TASK DATA =>
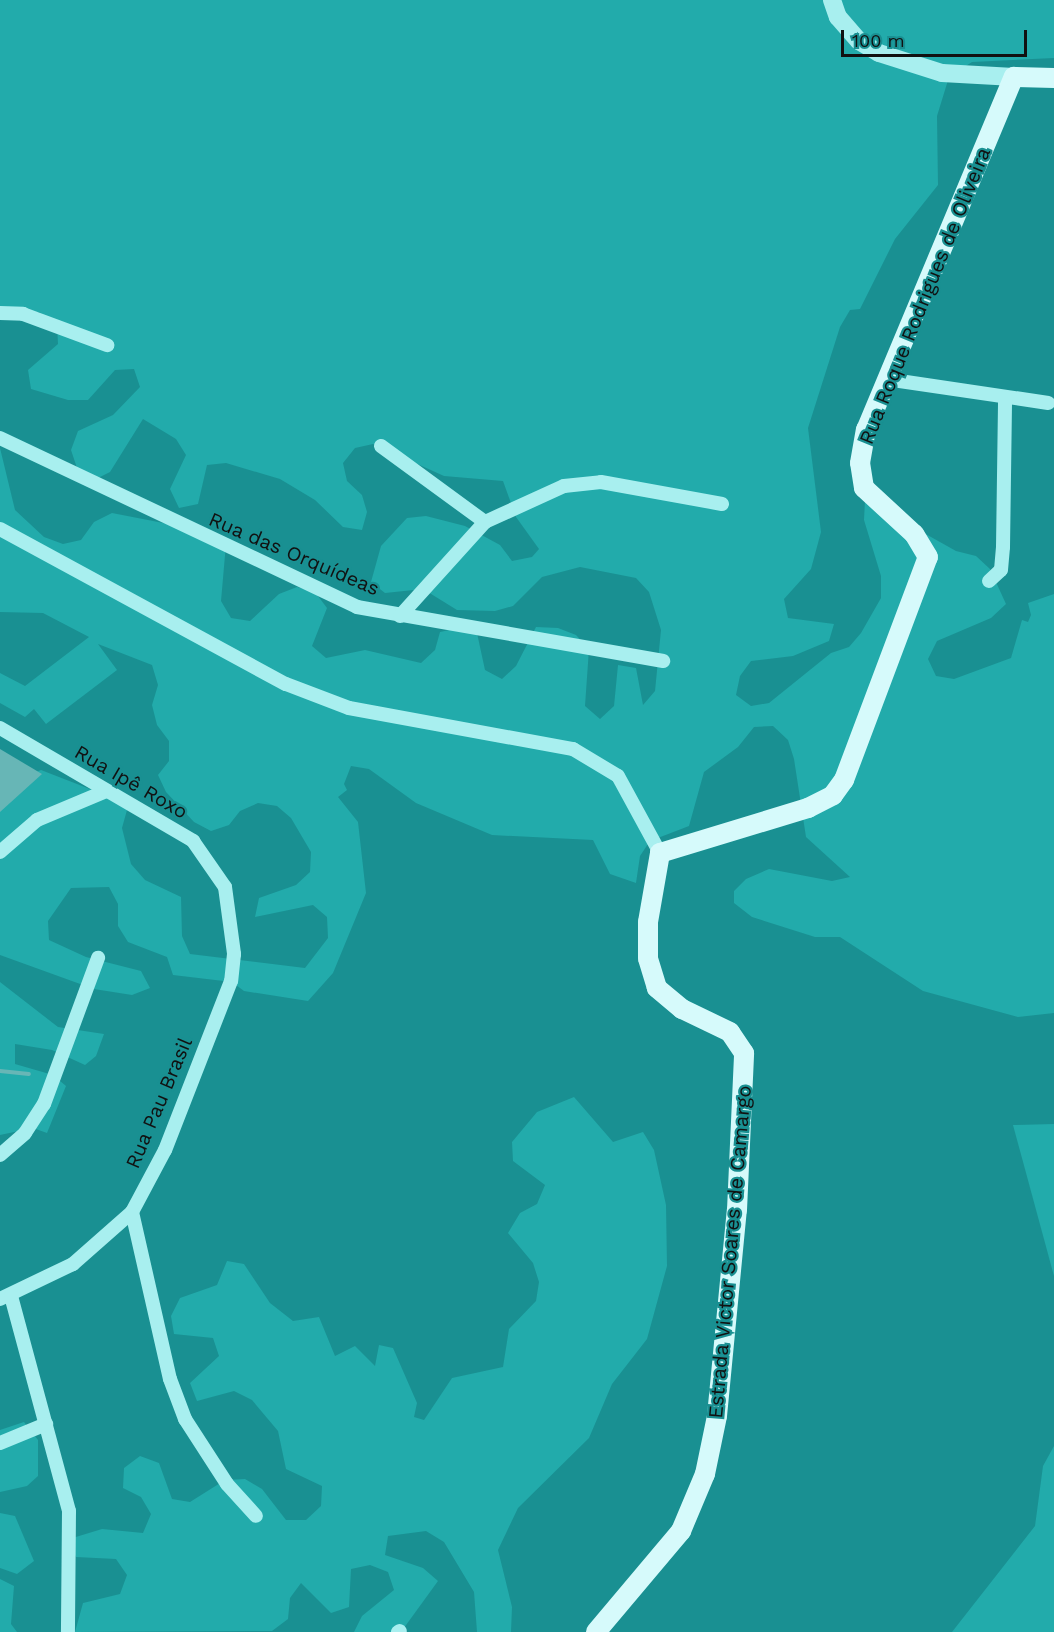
<!DOCTYPE html>
<html>
<head>
<meta charset="utf-8">
<style>
	body { margin:0 }
	#map { position:relative; width:1054px; height:1632px; overflow:hidden; background:#199092; font-family:"Work Sans",sans-serif }
	div>[style] { position:absolute }
	.green>* { inset:0; background:#22abab }
	.water>* { inset:0; background:#67b6b6 }
	.stream>* { height:4px; margin:-2px; padding:0 2px; transform-origin:2px; border-radius:2px; background:#67b6b6 }
	.minor>* { height:14px; margin:-7px; padding:0 7px; transform-origin:7px; border-radius:7px; background:#a8efef }
	.tertiary>* { height:18px; margin:-9px; padding:0 9px; transform-origin:9px; border-radius:9px; background:#a8efef }
	.secondary>* { height:20px; margin:-10px; padding:0 10px; transform-origin:10px; border-radius:10px; background:#d6fafb }
	span { translate:-50% -50%; white-space:nowrap; text-align:center; line-height:1.15; -webkit-text-stroke:4.5px #199092; paint-order:stroke }
	.street-label { font-size:20px; color:#111 }
	.scale { position:absolute; left:841px; top:30px; width:186px; height:27px; box-sizing:border-box; border:3px solid #111; border-top:0; padding-left:8px; font-size:18px; line-height:21px; white-space:nowrap; color:#111; -webkit-text-stroke:4px #199092; paint-order:stroke }
</style>
</head>
<body>
<div id="map">
	<div class="green">
		<i style="clip-path:polygon(0 0,1054px 0,1054px 58px,972px 62px,949px 77px,937px 116px,938px 185px,895px 239px,860px 309px,850px 310px,840px 327px,808px 428px,821px 532px,811px 569px,784px 599px,788px 618px,834px 624px,829px 641px,793px 656px,751px 661px,740px 676px,736px 695px,751px 706px,769px 703px,831px 653px,849px 647px,861px 633px,881px 598px,881px 576px,864px 520px,865px 500px,956px 551px,976px 556px,990px 569px,1006px 604px,991px 618px,937px 641px,928px 659px,936px 676px,954px 679px,1011px 658px,1022px 620px,1028px 622px,1031px 615px,1028px 603px,1054px 594px,1054px 1013px,1018px 1017px,923px 991px,840px 937px,815px 937px,752px 917px,734px 903px,734px 891px,746px 879px,769px 869px,832px 881px,850px 877px,806px 837px,794px 759px,788px 740px,773px 726px,754px 727px,738px 747px,704px 772px,689px 826px,650px 841px,640px 856px,636px 883px,610px 874px,593px 840px,492px 835px,416px 803px,369px 769px,351px 766px,344px 784px,347px 790px,338px 797px,358px 822px,366px 893px,333px 973px,308px 1001px,244px 991px,232px 982px,173px 975px,167px 957px,128px 942px,118px 926px,118px 904px,109px 887px,71px 888px,48px 921px,49px 940px,86px 957px,141px 971px,150px 988px,132px 995px,94px 989px,0 955px,0 787px,41px 770px,113px 798px,127px 810px,122px 828px,131px 864px,145px 880px,181px 897px,182px 936px,190px 954px,305px 968px,328px 938px,327px 917px,313px 905px,255px 917px,259px 898px,296px 885px,310px 872px,311px 852px,291px 818px,277px 806px,258px 803px,240px 811px,229px 825px,211px 831px,194px 822px,166px 792px,158px 775px,169px 761px,169px 741px,157px 725px,152px 705px,158px 685px,152px 665px,98px 644px,117px 670px,46px 724px,34px 709px,25px 717px,0 703px,0 673px,25px 686px,89px 637px,43px 613px,0 612px,0 448px,15px 510px,44px 537px,63px 544px,81px 540px,94px 522px,112px 513px,189px 528px,226px 544px,221px 601px,231px 618px,250px 621px,279px 594px,297px 587px,315px 592px,327px 608px,312px 646px,326px 658px,365px 650px,421px 663px,435px 650px,440px 632px,459px 628px,477px 633px,485px 670px,502px 679px,516px 666px,536px 627px,558px 628px,576px 635px,589px 649px,585px 706px,600px 719px,614px 706px,618px 665px,636px 668px,643px 705px,655px 691px,661px 630px,649px 592px,636px 578px,580px 567px,542px 577px,513px 606px,495px 611px,457px 610px,423px 589px,385px 593px,371px 582px,381px 546px,407px 518px,426px 516px,465px 526px,500px 545px,512px 561px,532px 557px,539px 549px,516px 517px,503px 481px,444px 476px,373px 444px,355px 448px,343px 463px,347px 481px,362px 495px,367px 512px,362px 530px,343px 527px,315px 500px,280px 479px,226px 463px,207px 465px,198px 504px,179px 508px,170px 489px,186px 455px,176px 439px,143px 419px,110px 472px,92px 481px,77px 468px,71px 450px,78px 431px,113px 415px,140px 387px,134px 369px,115px 370px,88px 400px,68px 400px,31px 389px,28px 370px,58px 344px,57px 325px,39px 312px,0 319px)"></i>
		<i style="clip-path:polygon(0 982px,58px 1027px,104px 1034px,96px 1056px,85px 1065px,52px 1050px,15px 1044px,15px 1064px,53px 1075px,66px 1086px,47px 1133px,33px 1128px,0 1135px)"></i>
		<i style="clip-path:polygon(574px 1097px,613px 1142px,643px 1132px,654px 1150px,666px 1205px,667px 1266px,647px 1339px,612px 1384px,589px 1438px,518px 1508px,498px 1550px,512px 1607px,511px 1632px,477px 1632px,474px 1592px,444px 1542px,426px 1531px,388px 1536px,385px 1555px,423px 1568px,438px 1581px,401px 1632px,354px 1632px,362px 1616px,394px 1590px,388px 1572px,370px 1565px,351px 1569px,349px 1607px,331px 1613px,301px 1583px,290px 1598px,288px 1619px,272px 1631px,75px 1632px,83px 1603px,120px 1594px,127px 1575px,116px 1559px,76px 1557px,66px 1540px,102px 1529px,143px 1533px,151px 1514px,141px 1497px,123px 1488px,124px 1468px,140px 1456px,159px 1463px,172px 1499px,190px 1502px,225px 1480px,245px 1479px,262px 1489px,286px 1520px,306px 1520px,321px 1506px,322px 1486px,286px 1469px,278px 1431px,252px 1400px,234px 1391px,197px 1401px,190px 1383px,219px 1356px,213px 1338px,174px 1334px,171px 1316px,180px 1298px,217px 1285px,227px 1261px,244px 1264px,270px 1303px,293px 1321px,319px 1317px,335px 1356px,355px 1346px,375px 1366px,379px 1345px,393px 1348px,417px 1403px,414px 1417px,424px 1420px,452px 1378px,503px 1367px,509px 1329px,536px 1301px,539px 1282px,533px 1263px,508px 1233px,520px 1213px,537px 1204px,545px 1185px,513px 1161px,512px 1142px,537px 1112px)"></i>
		<i style="clip-path:polygon(1054px 1124px,1054px 1276px,1013px 1125px)"></i>
		<i style="clip-path:polygon(24px 1422px,38px 1440px,38px 1476px,27px 1486px,0 1492px,0 1430px)"></i>
		<i style="clip-path:polygon(1054px 1446px,1054px 1632px,952px 1632px,1035px 1526px,1043px 1466px)"></i>
		<i style="clip-path:polygon(0 1513px,15px 1516px,34px 1561px,17px 1574px,0 1568px)"></i>
		<i style="clip-path:polygon(0 1579px,14px 1586px,11px 1624px,17px 1632px,0 1632px)"></i>
	</div>
	<div class="water">
		<i style="clip-path:polygon(0 749px,42px 774px,0 812px)"></i>
	</div>
	<div class="stream">
		<i style="left:0;top:1071px;width:29px;rotate:6deg"></i>
	</div>
	<div class="minor">
		<i style="left:0;top:313px;width:23px;rotate:2deg"></i>
		<i style="left:23px;top:314px;width:90px;rotate:20.3deg"></i>
		<i style="left:886px;top:379px;width:164px;rotate:8.4deg"></i>
		<i style="left:0;top:438px;width:395px;rotate:25.3deg"></i>
		<i style="left:357px;top:607px;width:311px;rotate:10deg"></i>
		<i style="left:381px;top:446px;width:129px;rotate:36.2deg"></i>
		<i style="left:0;top:529px;width:325px;rotate:28.5deg"></i>
		<i style="left:286px;top:684px;width:67px;rotate:20.9deg"></i>
		<i style="left:349px;top:708px;width:228px;rotate:10.4deg"></i>
		<i style="left:573px;top:749px;width:52px;rotate:31deg"></i>
		<i style="left:618px;top:776px;width:88px;rotate:61.4deg"></i>
		<i style="left:989px;top:581px;width:16px;rotate:-43deg"></i>
		<i style="left:1001px;top:570px;width:23px;rotate:-85deg"></i>
		<i style="left:1003px;top:547px;width:149px;rotate:-89.2deg"></i>
		<i style="left:400px;top:616px;width:127px;rotate:-47.9deg"></i>
		<i style="left:485px;top:522px;width:87px;rotate:-24.5deg"></i>
		<i style="left:564px;top:486px;width:37px;rotate:-6deg"></i>
		<i style="left:601px;top:482px;width:123px;rotate:10.3deg"></i>
		<i style="left:0;top:728px;width:224px;rotate:30.3deg"></i>
		<i style="left:193px;top:841px;width:56px;rotate:55.2deg"></i>
		<i style="left:225px;top:887px;width:68px;rotate:82.3deg"></i>
		<i style="left:234px;top:954px;width:27px;rotate:96deg"></i>
		<i style="left:231px;top:981px;width:181px;rotate:111.3deg"></i>
		<i style="left:165px;top:1150px;width:70px;rotate:118deg"></i>
		<i style="left:132px;top:1212px;width:79px;rotate:138.6deg"></i>
		<i style="left:73px;top:1264px;width:81px;rotate:154.4deg"></i>
		<i style="left:0;top:852px;width:49px;rotate:-40.9deg"></i>
		<i style="left:37px;top:820px;width:75px;rotate:-22.8deg"></i>
		<i style="left:0;top:1155px;width:33px;rotate:-41deg"></i>
		<i style="left:25px;top:1133px;width:35px;rotate:-57deg"></i>
		<i style="left:44px;top:1104px;width:156px;rotate:-69.7deg"></i>
		<i style="left:132px;top:1212px;width:171px;rotate:77.2deg"></i>
		<i style="left:170px;top:1379px;width:43px;rotate:69.4deg"></i>
		<i style="left:185px;top:1419px;width:77px;rotate:57.1deg"></i>
		<i style="left:227px;top:1484px;width:43px;rotate:47.8deg"></i>
		<i style="left:11px;top:1296px;width:223px;rotate:74.9deg"></i>
		<i style="left:69px;top:1511px;width:121px;rotate:90.5deg"></i>
		<i style="left:0;top:1443px;width:50px;rotate:-22.4deg"></i>
		<i style="left:398px;top:1632px;width:2px;rotate:-27deg"></i>
	</div>
	<div class="tertiary">
		<i style="left:832px;top:0;width:18px;rotate:71deg"></i>
		<i style="left:838px;top:17px;width:32px;rotate:49deg"></i>
		<i style="left:859px;top:41px;width:23px;rotate:31deg"></i>
		<i style="left:879px;top:53px;width:66px;rotate:17.6deg"></i>
		<i style="left:942px;top:73px;width:72px;rotate:3.2deg"></i>
	</div>
	<div class="secondary">
		<i style="left:596px;top:1632px;width:132px;rotate:-49.9deg"></i>
		<i style="left:681px;top:1531px;width:62px;rotate:-67.2deg"></i>
		<i style="left:705px;top:1474px;width:59px;rotate:-78.3deg"></i>
		<i style="left:717px;top:1416px;width:207px;rotate:-84.5deg"></i>
		<i style="left:737px;top:1210px;width:157px;rotate:-87.4deg"></i>
		<i style="left:744px;top:1053px;width:25px;rotate:-124deg"></i>
		<i style="left:730px;top:1032px;width:53px;rotate:-154.4deg"></i>
		<i style="left:682px;top:1009px;width:33px;rotate:-140deg"></i>
		<i style="left:657px;top:988px;width:31px;rotate:-107deg"></i>
		<i style="left:648px;top:958px;width:36px;rotate:-90deg"></i>
		<i style="left:648px;top:922px;width:70px;rotate:-80.1deg"></i>
		<i style="left:660px;top:853px;width:155px;rotate:-16.9deg"></i>
		<i style="left:808px;top:808px;width:28px;rotate:-27deg"></i>
		<i style="left:833px;top:795px;width:19px;rotate:-54deg"></i>
		<i style="left:844px;top:780px;width:238px;rotate:-69.4deg"></i>
		<i style="left:928px;top:557px;width:27px;rotate:-121deg"></i>
		<i style="left:914px;top:534px;width:68px;rotate:-137.4deg"></i>
		<i style="left:864px;top:488px;width:25px;rotate:-99deg"></i>
		<i style="left:860px;top:463px;width:34px;rotate:-80deg"></i>
		<i style="left:866px;top:430px;width:383px;rotate:-67.3deg"></i>
		<i style="left:1014px;top:77px;width:40px;rotate:1.4deg"></i>
	</div>
	<div class="street-label">
		<span style="left:925px;top:296px;rotate:-68deg">Rua Roque Rodrigues de Oliveira</span>
		<span style="left:294px;top:554px;rotate:23deg">Rua das Orquídeas</span>
		<span style="left:131px;top:782px;rotate:30deg">Rua Ipê Roxo</span>
		<span style="left:159px;top:1103px;rotate:-67deg">Rua Pau Brasil</span>
		<span style="left:730px;top:1252px;rotate:-85deg">Estrada Victor Soares de Camargo</span>
	</div>
	<div class="scale">100 m</div>
</div>
</body>
</html>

AIM OF THE TASK => Among the lines of the material, find those holding the word "text" and return them.

RESPONSE BOX =>
	span { translate:-50% -50%; white-space:nowrap; text-align:center; line-height:1.15; -webkit-text-stroke:4.5px #199092; paint-order:stroke }
	.scale { position:absolute; left:841px; top:30px; width:186px; height:27px; box-sizing:border-box; border:3px solid #111; border-top:0; padding-left:8px; font-size:18px; line-height:21px; white-space:nowrap; color:#111; -webkit-text-stroke:4px #199092; paint-order:stroke }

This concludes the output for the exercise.